The idea of casting lots to decide fates has a long history. But lotteries, which offer prize money for the purchase of tickets, are a much more recent development. They began in colonial America to finance public works projects and private ventures, including churches and colleges. George Washington sponsored one to build a road across the Blue Ridge Mountains.
Today’s state lotteries are typically run by a government agency that acts like a business, with the goal of increasing revenues and maximizing profits. To do so, advertising campaigns highlight the success of previous winners and tap into the aspirations of the audience. “These narratives reduce the risk of a minimal investment by magnifying the potential reward, creating an aspirational experience that appeals to people’s desire for a better life,” Ortman says.
When a lottery jackpot hits the billions, ticket sales spike and people are constantly reminded of the possibility that they will be the next big winner through TV commercials, radio spots, billboards, social media posts and online ads. When the jackpot reaches multiple zeros, the marketing becomes even more relentless.

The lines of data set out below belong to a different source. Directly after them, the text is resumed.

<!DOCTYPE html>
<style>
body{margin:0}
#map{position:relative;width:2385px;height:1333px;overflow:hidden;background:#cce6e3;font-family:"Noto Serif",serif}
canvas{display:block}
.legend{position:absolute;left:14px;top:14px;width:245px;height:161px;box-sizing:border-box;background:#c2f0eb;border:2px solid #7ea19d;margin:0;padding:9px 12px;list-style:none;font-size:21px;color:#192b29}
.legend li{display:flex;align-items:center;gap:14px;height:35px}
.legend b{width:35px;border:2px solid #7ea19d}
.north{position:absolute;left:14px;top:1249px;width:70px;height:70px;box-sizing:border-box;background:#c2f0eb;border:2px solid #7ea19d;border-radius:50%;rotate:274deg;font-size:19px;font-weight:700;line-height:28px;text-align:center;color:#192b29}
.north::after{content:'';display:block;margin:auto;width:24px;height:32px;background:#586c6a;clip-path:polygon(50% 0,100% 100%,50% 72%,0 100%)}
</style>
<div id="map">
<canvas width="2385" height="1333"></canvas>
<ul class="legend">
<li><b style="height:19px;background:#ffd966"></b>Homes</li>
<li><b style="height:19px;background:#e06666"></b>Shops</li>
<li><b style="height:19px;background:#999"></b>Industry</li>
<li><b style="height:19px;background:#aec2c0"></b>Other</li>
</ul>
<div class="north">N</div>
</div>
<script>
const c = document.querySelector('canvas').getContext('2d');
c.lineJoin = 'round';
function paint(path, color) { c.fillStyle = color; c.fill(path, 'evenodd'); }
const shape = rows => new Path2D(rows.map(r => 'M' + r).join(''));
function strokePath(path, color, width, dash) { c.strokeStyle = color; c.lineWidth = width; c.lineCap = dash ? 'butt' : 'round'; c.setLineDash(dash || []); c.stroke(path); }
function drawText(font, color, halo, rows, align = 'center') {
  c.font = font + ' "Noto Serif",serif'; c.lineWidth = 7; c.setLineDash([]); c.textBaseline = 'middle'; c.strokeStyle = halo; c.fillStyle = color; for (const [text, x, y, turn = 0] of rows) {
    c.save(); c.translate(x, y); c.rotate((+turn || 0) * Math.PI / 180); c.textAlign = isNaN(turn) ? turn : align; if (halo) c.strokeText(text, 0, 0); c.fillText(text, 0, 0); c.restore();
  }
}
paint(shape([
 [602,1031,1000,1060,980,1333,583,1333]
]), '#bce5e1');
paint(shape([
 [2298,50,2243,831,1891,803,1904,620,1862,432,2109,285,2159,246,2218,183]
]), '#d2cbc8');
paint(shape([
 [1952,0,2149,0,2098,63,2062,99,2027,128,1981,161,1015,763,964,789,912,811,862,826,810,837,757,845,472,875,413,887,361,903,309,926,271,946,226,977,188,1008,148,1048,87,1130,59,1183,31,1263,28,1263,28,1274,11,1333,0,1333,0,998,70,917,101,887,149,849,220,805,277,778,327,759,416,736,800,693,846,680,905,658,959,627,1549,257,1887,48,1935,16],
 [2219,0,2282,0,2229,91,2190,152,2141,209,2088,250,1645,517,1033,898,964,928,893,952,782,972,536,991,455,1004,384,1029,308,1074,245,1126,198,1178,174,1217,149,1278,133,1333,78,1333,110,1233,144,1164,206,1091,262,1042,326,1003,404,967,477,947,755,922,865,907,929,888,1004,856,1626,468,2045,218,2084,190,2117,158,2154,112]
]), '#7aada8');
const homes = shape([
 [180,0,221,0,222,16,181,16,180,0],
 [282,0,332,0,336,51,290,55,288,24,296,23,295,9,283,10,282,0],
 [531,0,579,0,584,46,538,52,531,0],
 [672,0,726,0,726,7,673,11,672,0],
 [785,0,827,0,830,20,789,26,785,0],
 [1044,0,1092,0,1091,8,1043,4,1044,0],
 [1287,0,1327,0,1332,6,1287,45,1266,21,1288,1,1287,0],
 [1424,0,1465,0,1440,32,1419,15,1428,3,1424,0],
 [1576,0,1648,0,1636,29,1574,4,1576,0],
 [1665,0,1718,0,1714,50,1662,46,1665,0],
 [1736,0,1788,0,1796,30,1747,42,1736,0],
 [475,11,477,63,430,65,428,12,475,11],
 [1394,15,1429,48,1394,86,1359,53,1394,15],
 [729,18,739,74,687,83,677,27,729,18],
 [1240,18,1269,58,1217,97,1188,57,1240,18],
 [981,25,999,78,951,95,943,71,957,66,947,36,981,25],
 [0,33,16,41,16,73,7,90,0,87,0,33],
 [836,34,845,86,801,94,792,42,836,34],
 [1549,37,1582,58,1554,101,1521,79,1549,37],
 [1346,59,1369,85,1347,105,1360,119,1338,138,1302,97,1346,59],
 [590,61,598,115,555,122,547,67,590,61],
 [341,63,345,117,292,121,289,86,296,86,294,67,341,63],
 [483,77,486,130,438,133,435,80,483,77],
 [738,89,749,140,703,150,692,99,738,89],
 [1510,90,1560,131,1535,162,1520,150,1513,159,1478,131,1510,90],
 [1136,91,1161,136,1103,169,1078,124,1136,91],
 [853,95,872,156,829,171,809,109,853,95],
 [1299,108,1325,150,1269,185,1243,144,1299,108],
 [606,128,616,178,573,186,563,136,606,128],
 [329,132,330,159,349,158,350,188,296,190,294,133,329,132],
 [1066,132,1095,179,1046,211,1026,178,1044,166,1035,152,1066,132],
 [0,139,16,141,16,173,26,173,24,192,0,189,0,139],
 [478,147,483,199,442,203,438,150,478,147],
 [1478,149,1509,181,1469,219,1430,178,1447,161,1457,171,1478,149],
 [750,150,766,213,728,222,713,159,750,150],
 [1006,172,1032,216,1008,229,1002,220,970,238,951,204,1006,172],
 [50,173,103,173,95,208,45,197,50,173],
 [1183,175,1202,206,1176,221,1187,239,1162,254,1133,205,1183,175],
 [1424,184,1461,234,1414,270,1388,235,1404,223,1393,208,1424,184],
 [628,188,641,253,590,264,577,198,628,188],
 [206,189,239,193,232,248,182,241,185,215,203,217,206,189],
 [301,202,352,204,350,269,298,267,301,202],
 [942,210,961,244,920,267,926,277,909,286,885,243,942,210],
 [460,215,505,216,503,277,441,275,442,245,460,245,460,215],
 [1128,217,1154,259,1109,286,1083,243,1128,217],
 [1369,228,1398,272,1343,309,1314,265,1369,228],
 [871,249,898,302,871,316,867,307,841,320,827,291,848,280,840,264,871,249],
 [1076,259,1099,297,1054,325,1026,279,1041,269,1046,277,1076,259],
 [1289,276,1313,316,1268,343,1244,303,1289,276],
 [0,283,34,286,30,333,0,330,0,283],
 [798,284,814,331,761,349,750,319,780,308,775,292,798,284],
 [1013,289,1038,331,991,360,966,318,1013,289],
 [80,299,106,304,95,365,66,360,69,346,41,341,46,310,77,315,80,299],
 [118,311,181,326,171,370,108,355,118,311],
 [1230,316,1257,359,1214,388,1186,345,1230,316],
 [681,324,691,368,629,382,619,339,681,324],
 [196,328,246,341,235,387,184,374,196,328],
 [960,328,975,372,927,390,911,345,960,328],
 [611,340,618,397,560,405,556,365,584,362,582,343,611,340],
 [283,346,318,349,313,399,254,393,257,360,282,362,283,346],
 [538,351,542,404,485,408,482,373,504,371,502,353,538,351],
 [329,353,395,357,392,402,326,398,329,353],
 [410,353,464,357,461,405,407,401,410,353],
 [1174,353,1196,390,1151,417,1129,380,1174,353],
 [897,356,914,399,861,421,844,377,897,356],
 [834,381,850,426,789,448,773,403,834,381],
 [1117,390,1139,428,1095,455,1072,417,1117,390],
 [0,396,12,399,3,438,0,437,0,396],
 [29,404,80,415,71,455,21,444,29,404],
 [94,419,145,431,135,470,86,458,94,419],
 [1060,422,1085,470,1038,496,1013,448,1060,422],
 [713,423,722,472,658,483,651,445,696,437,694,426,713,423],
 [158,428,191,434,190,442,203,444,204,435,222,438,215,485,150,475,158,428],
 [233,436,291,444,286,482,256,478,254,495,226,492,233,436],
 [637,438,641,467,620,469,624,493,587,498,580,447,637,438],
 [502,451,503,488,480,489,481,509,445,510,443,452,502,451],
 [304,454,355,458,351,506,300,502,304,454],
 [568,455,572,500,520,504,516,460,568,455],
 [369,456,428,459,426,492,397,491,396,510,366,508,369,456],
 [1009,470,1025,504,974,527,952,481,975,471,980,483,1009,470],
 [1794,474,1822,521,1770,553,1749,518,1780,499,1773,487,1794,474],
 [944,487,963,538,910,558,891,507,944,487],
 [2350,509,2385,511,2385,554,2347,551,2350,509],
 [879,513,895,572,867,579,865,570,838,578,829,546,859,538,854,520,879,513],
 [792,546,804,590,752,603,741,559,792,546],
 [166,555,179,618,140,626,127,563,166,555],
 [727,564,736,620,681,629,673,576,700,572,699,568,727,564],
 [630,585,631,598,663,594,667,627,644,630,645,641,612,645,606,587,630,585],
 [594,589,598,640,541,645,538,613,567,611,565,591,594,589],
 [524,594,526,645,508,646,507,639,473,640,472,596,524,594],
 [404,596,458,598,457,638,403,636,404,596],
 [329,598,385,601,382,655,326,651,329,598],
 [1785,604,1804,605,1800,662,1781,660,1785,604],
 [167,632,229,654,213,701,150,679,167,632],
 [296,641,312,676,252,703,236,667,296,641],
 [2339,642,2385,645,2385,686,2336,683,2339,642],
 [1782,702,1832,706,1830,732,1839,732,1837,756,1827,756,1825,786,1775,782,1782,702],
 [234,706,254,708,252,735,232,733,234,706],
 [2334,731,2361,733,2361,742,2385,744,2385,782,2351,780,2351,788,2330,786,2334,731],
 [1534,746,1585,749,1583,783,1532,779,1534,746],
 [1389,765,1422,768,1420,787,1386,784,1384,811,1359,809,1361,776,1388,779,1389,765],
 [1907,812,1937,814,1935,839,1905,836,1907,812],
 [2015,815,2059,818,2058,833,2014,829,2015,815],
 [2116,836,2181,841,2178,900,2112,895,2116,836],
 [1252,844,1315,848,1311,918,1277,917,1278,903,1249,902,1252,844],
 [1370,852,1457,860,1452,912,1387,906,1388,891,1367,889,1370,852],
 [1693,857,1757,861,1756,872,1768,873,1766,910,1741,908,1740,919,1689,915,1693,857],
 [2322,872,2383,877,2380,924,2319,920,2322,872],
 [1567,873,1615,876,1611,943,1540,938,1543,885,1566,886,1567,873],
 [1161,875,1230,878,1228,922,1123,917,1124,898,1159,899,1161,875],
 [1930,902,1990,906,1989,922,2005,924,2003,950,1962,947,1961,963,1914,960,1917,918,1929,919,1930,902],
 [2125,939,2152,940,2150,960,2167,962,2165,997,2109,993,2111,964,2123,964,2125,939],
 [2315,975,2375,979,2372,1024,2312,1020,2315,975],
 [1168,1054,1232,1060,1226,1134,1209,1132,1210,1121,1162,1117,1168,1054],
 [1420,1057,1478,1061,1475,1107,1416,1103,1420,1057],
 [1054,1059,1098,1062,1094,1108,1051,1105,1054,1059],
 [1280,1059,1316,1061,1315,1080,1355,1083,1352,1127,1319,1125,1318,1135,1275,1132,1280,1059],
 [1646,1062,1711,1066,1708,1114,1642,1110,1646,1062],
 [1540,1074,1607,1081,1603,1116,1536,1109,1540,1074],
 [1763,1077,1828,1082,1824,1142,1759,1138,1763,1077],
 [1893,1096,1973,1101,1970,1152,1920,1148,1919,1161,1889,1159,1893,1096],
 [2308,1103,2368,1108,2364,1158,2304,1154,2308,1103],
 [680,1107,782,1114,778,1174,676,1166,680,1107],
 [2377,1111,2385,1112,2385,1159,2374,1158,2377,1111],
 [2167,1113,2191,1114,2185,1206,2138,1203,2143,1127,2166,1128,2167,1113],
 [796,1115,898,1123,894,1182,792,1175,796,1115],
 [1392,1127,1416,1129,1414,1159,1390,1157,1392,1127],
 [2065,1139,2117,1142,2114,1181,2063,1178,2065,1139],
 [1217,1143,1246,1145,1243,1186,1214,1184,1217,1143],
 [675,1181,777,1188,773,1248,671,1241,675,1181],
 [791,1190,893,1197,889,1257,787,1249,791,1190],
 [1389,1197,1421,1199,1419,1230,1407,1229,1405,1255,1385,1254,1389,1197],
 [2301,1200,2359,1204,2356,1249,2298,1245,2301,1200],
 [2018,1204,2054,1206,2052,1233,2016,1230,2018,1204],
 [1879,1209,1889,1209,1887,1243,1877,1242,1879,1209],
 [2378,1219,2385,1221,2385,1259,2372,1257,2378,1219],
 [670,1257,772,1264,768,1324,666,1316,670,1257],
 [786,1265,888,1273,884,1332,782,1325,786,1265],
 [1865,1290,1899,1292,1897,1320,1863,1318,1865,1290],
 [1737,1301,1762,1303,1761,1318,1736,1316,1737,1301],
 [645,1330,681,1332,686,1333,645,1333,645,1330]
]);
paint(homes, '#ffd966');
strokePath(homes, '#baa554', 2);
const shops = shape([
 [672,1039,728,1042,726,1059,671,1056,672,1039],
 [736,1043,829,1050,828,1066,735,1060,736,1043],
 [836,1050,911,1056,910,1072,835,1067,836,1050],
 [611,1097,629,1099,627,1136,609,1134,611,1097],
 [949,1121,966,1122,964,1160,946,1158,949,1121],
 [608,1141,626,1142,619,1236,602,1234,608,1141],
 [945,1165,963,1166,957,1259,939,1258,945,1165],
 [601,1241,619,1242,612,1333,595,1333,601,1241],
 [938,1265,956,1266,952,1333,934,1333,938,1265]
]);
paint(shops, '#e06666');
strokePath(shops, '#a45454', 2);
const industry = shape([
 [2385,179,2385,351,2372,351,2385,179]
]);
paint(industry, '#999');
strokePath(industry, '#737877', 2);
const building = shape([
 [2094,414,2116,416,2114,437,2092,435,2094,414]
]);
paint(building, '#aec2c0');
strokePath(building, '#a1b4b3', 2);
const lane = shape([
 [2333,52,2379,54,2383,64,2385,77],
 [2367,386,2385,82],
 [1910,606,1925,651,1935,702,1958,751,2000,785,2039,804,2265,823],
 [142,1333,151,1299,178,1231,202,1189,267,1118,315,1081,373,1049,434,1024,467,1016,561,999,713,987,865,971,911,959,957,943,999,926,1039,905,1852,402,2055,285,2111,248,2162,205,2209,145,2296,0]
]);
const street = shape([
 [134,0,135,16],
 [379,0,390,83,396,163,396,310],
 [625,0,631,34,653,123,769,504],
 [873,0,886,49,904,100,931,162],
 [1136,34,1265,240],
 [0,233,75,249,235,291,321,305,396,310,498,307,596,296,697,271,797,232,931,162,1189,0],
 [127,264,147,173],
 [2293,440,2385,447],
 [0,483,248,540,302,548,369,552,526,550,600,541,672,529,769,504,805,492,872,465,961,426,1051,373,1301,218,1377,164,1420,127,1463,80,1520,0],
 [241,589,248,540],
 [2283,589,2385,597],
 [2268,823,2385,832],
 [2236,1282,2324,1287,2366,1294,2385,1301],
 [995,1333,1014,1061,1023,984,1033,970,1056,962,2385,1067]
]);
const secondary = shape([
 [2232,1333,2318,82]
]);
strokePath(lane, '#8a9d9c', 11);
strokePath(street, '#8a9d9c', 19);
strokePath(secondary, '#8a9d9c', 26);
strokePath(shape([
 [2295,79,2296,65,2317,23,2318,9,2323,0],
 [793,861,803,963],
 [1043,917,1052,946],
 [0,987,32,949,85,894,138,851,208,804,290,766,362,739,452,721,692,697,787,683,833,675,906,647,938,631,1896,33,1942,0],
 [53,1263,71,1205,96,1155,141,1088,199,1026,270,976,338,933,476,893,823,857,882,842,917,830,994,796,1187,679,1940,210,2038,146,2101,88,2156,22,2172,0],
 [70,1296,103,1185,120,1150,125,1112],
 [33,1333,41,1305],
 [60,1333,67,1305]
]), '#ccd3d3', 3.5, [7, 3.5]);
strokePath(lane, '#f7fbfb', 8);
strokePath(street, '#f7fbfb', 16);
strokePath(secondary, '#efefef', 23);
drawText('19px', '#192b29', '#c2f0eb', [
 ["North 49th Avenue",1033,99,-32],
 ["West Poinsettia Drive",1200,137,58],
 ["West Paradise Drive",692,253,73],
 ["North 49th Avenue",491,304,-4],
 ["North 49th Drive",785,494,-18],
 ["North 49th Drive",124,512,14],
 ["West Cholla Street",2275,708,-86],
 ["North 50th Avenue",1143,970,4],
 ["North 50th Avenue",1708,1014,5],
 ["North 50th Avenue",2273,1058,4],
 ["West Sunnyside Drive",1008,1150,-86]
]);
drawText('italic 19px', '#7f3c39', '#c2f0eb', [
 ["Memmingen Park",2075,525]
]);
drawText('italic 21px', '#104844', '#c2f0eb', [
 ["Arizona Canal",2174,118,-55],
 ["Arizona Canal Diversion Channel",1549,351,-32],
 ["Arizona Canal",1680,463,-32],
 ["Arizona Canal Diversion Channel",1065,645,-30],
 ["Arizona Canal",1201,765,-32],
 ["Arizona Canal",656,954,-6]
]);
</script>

The popularity of the lottery is often seen as a way for state governments to avoid raising taxes or cutting spending during tough economic times. But research has shown that the objective fiscal circumstances of a state don’t have a strong impact on whether or when a lottery is adopted. Once a lottery is established, however, it’s difficult to turn off the money flow. Revenues typically grow quickly after a lottery’s introduction, but eventually level off and begin to decline. This has prompted the constant introduction of new games to sustain or increase revenues.